Start of Available data
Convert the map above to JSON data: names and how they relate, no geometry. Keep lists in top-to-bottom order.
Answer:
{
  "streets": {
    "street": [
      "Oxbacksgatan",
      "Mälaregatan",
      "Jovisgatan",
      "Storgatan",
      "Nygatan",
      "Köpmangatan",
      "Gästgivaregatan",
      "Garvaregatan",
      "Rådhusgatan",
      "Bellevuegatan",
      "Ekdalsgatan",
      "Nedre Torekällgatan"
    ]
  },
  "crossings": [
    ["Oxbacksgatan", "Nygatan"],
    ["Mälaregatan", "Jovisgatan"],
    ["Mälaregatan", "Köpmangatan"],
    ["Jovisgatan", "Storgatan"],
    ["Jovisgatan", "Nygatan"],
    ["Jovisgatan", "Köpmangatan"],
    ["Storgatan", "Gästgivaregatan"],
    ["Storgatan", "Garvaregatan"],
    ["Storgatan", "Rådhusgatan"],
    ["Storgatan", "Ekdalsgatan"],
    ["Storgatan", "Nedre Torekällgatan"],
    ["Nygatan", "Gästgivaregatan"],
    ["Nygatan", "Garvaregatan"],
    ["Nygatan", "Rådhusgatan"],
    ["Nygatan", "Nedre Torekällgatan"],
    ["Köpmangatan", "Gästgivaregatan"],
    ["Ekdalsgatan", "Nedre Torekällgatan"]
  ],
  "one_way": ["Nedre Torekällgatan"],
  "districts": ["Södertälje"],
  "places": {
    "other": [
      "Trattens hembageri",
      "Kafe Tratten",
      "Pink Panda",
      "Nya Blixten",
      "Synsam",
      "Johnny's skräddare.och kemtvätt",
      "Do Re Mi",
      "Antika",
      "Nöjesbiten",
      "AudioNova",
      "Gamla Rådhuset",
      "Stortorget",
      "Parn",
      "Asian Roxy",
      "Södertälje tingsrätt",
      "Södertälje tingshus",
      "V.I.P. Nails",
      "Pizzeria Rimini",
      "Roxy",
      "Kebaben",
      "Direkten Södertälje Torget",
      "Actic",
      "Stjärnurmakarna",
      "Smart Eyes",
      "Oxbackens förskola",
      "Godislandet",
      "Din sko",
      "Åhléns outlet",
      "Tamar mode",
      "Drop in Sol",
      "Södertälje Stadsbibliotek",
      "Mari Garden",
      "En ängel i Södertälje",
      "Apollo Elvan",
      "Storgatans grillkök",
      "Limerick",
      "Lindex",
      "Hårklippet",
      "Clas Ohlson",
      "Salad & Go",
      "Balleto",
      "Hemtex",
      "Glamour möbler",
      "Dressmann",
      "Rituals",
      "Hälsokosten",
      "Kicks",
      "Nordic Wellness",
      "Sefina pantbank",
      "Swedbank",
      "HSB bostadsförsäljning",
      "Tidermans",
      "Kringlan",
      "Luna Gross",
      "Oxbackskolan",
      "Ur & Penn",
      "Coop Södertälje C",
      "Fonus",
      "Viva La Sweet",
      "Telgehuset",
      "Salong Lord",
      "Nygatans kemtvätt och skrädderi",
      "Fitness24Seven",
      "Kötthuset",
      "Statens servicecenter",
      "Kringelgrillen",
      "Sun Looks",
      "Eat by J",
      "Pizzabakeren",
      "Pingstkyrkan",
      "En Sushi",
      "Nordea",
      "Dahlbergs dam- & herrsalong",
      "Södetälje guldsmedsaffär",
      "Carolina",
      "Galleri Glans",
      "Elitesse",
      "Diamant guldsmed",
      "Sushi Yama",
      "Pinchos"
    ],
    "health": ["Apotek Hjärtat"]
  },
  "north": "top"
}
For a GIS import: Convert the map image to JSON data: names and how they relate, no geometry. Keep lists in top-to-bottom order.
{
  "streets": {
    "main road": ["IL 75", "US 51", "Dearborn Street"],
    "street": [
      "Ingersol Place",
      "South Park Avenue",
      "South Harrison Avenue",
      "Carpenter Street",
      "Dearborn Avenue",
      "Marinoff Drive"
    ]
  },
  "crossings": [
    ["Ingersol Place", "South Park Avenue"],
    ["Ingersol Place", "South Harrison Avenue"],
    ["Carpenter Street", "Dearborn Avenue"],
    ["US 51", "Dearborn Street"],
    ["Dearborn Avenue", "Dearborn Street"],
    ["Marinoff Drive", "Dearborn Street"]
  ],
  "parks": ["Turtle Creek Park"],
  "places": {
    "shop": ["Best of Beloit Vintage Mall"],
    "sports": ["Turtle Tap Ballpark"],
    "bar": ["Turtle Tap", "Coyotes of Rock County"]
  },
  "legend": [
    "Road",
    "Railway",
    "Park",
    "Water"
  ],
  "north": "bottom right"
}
End of Available data
Directions for this task >>
Please report only the count of lines in the entries above where the word "Oxbacksgatan" appears.

Answer to the problem >>
2